When Abu Srour and her family fled from their village … they came to Ayada camp in the West Bank. They thought their stay would last days or maybe weeks, and that they would eventually go back. But like hundreds of thousands of Palestinians, Abu Srour never came back or was allowed to return.

She is 87 years old today and hopes that one day, if not she, her grandchildren will be allowed to return.

I hope to return. I pray to God that I die in my village. If you tell me I’m allowed to go back, I’ll go on foot. Our land is dear to us.

“I hope to return. I pray to God that I die in my village. If you tell me I’m allowed to go back, I’ll go on foot. Our land is dear to us,” she says.

Khader Mohammad Rabah spent the rest of his life as a refugee.

He was 5 at the time of the Nakba. His family consisted of six boys and three girls with his parents.

“We took sheep and two cows and a few beddings and lived in a cave in the mountain,” he says.

Khader Mohammad Rabah speaking with Mohammad Al-Kassim at his house in Walajeh village near Bethlehem, April 23, 2023. (Noor Khatib/The Media Line)

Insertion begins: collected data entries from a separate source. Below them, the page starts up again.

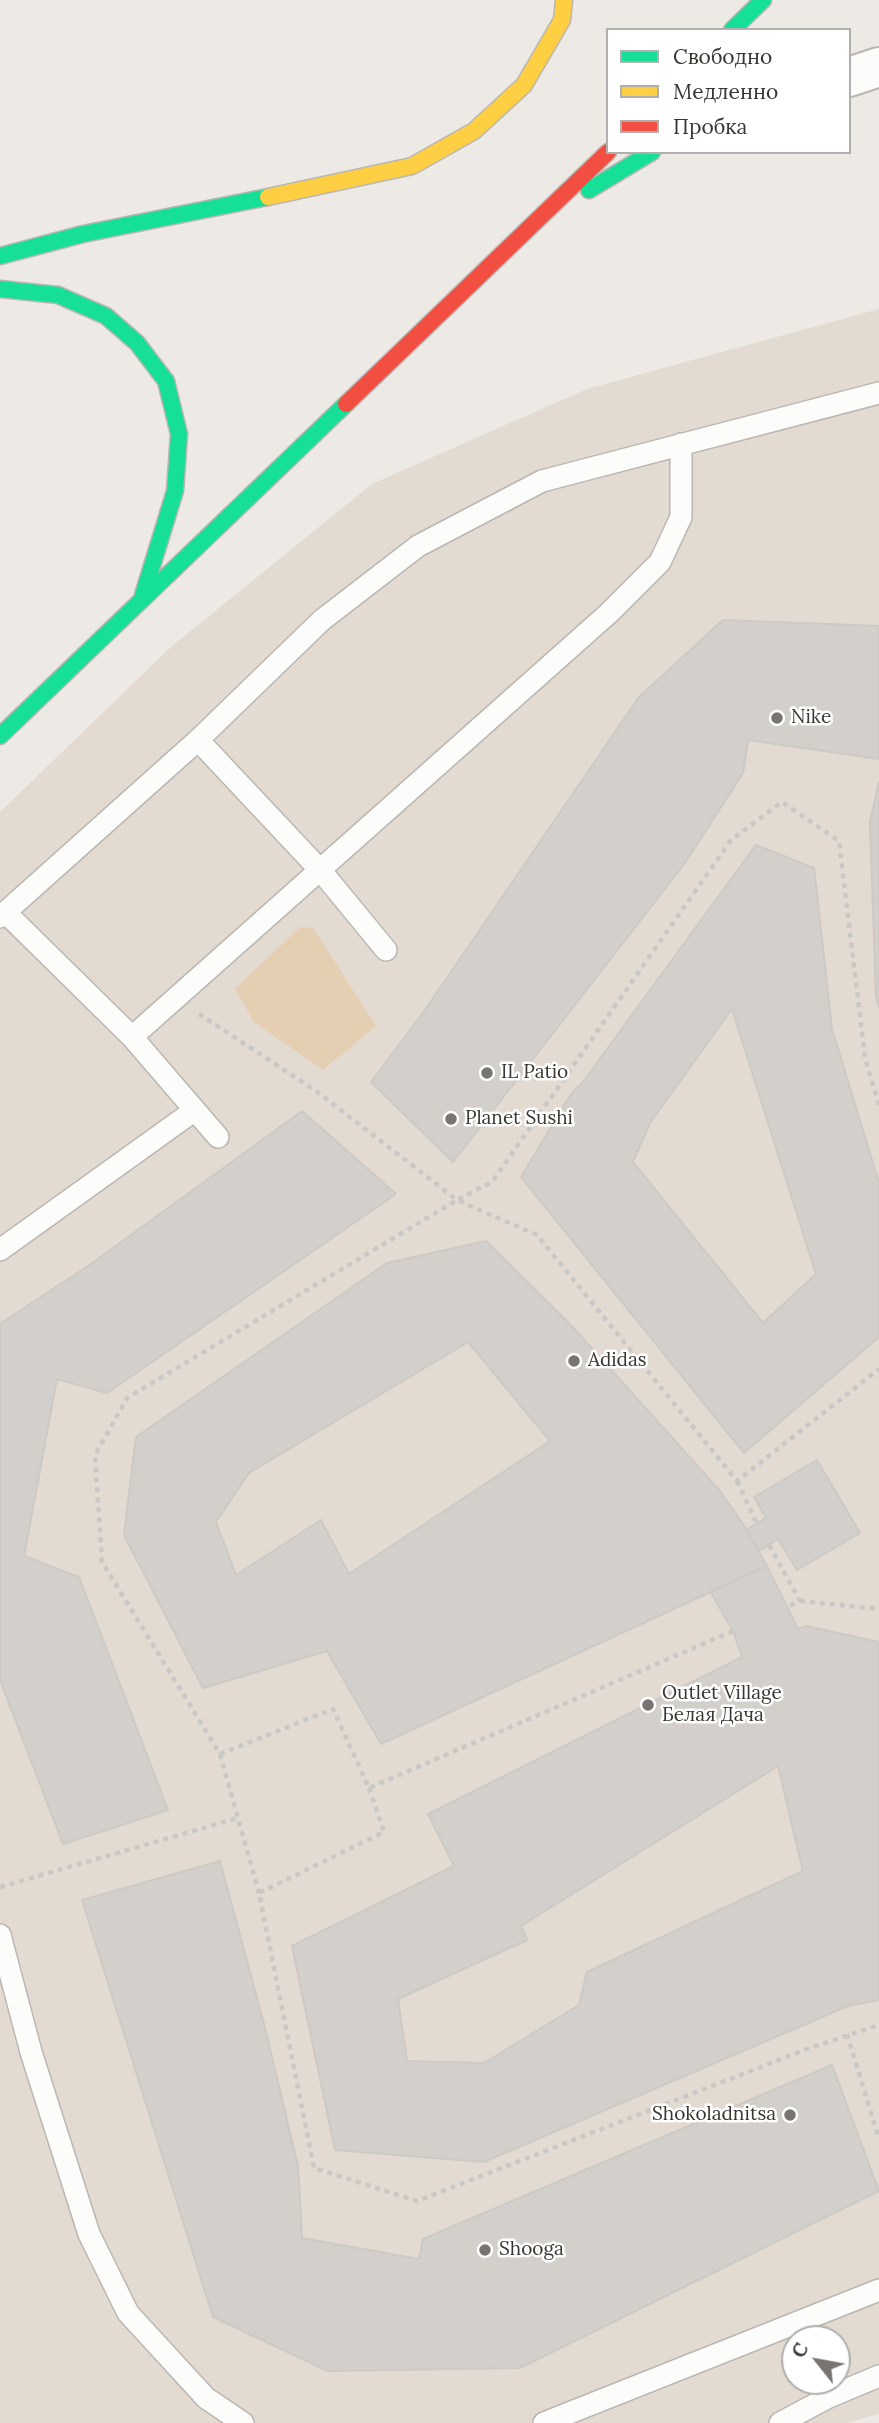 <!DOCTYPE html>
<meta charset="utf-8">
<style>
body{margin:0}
#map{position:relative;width:879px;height:2423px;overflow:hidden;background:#ede9e4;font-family:Lora,serif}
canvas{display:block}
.legend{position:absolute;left:606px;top:28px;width:245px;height:126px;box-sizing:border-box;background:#fff;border:2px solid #b0afad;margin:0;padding:9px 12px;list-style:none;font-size:21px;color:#393632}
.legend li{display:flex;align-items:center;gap:14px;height:35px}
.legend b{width:35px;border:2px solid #b0afad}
.north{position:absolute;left:781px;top:2325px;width:70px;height:70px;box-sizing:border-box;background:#fff;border:2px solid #b0afad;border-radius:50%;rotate:301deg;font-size:19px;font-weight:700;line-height:28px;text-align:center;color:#393632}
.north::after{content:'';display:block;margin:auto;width:24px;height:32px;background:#787570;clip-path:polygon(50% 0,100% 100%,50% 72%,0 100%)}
</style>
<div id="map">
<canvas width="879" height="2423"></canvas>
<ul class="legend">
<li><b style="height:9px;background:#16e098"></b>Свободно</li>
<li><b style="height:9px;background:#ffcf43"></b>Медленно</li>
<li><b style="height:9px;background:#f24e42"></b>Пробка</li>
</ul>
<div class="north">С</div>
</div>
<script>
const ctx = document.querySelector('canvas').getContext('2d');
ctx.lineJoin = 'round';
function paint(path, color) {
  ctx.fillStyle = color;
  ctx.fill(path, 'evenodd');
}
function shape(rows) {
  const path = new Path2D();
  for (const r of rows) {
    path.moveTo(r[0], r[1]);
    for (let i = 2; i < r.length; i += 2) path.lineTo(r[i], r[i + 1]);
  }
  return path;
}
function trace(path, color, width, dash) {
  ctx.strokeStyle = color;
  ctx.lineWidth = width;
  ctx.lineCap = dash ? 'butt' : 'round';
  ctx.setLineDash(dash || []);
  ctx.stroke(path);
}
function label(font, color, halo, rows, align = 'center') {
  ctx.font = font + ' Lora,serif';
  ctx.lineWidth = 5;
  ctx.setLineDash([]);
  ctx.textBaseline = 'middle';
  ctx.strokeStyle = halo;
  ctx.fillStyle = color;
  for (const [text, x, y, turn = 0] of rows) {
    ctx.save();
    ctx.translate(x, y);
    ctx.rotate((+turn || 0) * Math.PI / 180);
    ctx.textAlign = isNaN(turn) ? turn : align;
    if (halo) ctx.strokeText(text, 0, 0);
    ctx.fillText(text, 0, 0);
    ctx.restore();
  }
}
const built = shape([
 [879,309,879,2414,846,2423,0,2423,0,812,172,646,372,484,587,389],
 [795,2339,837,2339,837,2381,795,2381]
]);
const green = shape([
 [300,927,313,928,376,1026,323,1070,254,1022,235,989]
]);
const building = shape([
 [723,620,879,626,879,759,748,740,743,773,685,863,453,1162,371,1082,425,1010,639,697,723,620],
 [879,782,879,1008,876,996,870,822,879,782],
 [756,845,814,868,832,1029,879,1183,879,1337,744,1453,521,1177,571,1094,583,1082,756,845],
 [732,1009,816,1274,763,1323,633,1162,650,1123,732,1009],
 [302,1111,396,1194,107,1393,57,1379,24,1556,79,1577,168,1810,63,1844,0,1680,0,1324,91,1264,302,1111],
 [486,1241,569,1323,720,1491,743,1524,767,1566,381,1744,327,1651,203,1688,124,1535,136,1437,387,1263,486,1241],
 [468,1342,550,1441,349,1574,321,1520,236,1575,216,1522,249,1473,468,1342],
 [817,1460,860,1533,797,1570,778,1539,759,1551,746,1530,766,1518,754,1497,817,1460],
 [767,1566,798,1629,806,1626,879,1642,879,2000,848,2006,484,2162,335,2150,292,1946,454,1866,428,1814,742,1657,733,1631,710,1591,767,1566],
 [778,1766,803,1871,587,1972,579,2005,484,2063,407,2061,398,1999,527,1940,521,1926,778,1766],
 [220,1861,265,2028,298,2166,302,2238,419,2259,423,2239,832,2065,879,2191,520,2368,328,2371,213,2317,82,1900,220,1861]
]);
const path = shape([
 [199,1014,316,1091,457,1200,492,1182,731,840,782,802,839,841,865,1058,879,1105],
 [737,1481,757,1524],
 [769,1545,800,1601,787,1607],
 [800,1601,879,1609],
 [733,1631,369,1788,333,1709,220,1754,102,1562,95,1455,127,1398,457,1200,537,1235,737,1481,879,1369],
 [220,1754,259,1893],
 [369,1788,384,1832,259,1893,314,2168,417,2201,807,2049,879,2025],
 [0,1887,238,1818],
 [847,2034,879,2139]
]);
const lane = shape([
 [198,740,321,871,386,950],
 [5,912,132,1037,218,1137],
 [0,917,198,740,322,620,418,546,542,481,879,393],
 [132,1037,609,613,660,562,681,517,681,444],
 [0,1250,195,1110],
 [0,1935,31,2052,89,2234,128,2313,206,2398,243,2423],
 [544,2423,879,2290],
 [780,2423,829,2397,879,2376]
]);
const street = shape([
 [849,77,879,67]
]);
const fast = shape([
 [732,30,763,0],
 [589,190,652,152],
 [0,256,83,234,268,197],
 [0,289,58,295,106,316,137,343,166,381,179,434,175,491,143,595],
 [0,736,346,404]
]);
const slow = shape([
 [268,197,412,166,474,131,524,85,562,20,564,0]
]);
const jam = shape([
 [346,404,608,152]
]);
const markers = [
 [777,718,7,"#787570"],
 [487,1073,7,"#787570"],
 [451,1119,7,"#787570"],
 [574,1361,7,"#787570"],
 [648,1705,7,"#787570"],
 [790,2115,7,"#787570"],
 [485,2250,7,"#787570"]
];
const poiNames = [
 ["Nike",791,718],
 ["IL Patio",501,1073],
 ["Planet Sushi",465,1119],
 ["Adidas",588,1361],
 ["Outlet Village",662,1694],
 ["Белая Дача",662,1716],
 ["Shokoladnitsa",776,2115,"right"],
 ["Shooga",499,2250]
];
paint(built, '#e3dad1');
paint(green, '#e5cfb3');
paint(building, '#d3d0cc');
trace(building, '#cdc9c5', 2);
trace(lane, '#bab7b3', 24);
trace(street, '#bab7b3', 42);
trace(fast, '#bab7b3', 19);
trace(slow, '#bab7b3', 19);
trace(jam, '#bab7b3', 19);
trace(path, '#c9c8c6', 4.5, [5, 5]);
trace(lane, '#fcfcfb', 21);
trace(street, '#fcfcfb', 38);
trace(fast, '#16e098', 16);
trace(slow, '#ffcf43', 16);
trace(jam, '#f24e42', 16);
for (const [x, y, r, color] of markers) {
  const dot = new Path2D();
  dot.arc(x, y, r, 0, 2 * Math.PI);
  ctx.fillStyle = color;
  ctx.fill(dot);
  trace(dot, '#fff', 2.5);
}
label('19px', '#393632', '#fff', poiNames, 'left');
</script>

His father didn’t move his family far from their village; he had hoped they would return soon.

“We were displaced but were promised that we would return after a month or two to our village. Decades have passed and we have not returned home,” says Rabah.

Rabah still dreams of returning and expresses that by writing poetry.

“I still hope to return. We hope to go back and rebuild our village again,” says Rabah.

Abdelfattah Abusrour is a descendant of survivors of the Nakba.

“I was the first in 11 generations in my family to be born in a refugee camp,” says Abusrour.

He is one of 5.9 million Palestinian refugees living in the occupied West Bank, the Gaza Strip, Jordan, Lebanon, and Syria according to the United Nations.

Abusrour, 59 years old, holds a doctorate from a French university in biomedical engineering.

His father hails from Bayt Nattif, and his mother from Az-Zakariyya, 5 kilometers apart.

Both were destroyed and run over by Israeli forces.

Abusrour says his parents hoped to be buried in their villages. But, he says, “unfortunately both my parents died in the camp.”

“Part of my family ended up resettling in the West Bank, others in Gaza, Lebanon, Syria Jordan, Egypt, and the US and Canada,” says Abusrour.

He still holds on to the key to his family’s house.

Abdelfattah Abusrour holds a key to his family house in Bayt Nattif, April 23, 2023. (Mohammad Al-Kassim/The Media Line)

“The key to my parents’ house means that there was a house and a big house with multiple rooms. A space where my family lived; where my elder brothers and sisters were born. The key is a remembrance of this tragedy.”

I’m confident that justice will prevail. And we will return. We cannot forget.

“I’m confident that justice will prevail. And we will return. We cannot forget,” says Abusrour.

The memory of the Nakba, which is commemorated on May 15, has become a rallying point for the Palestinian quest for statehood.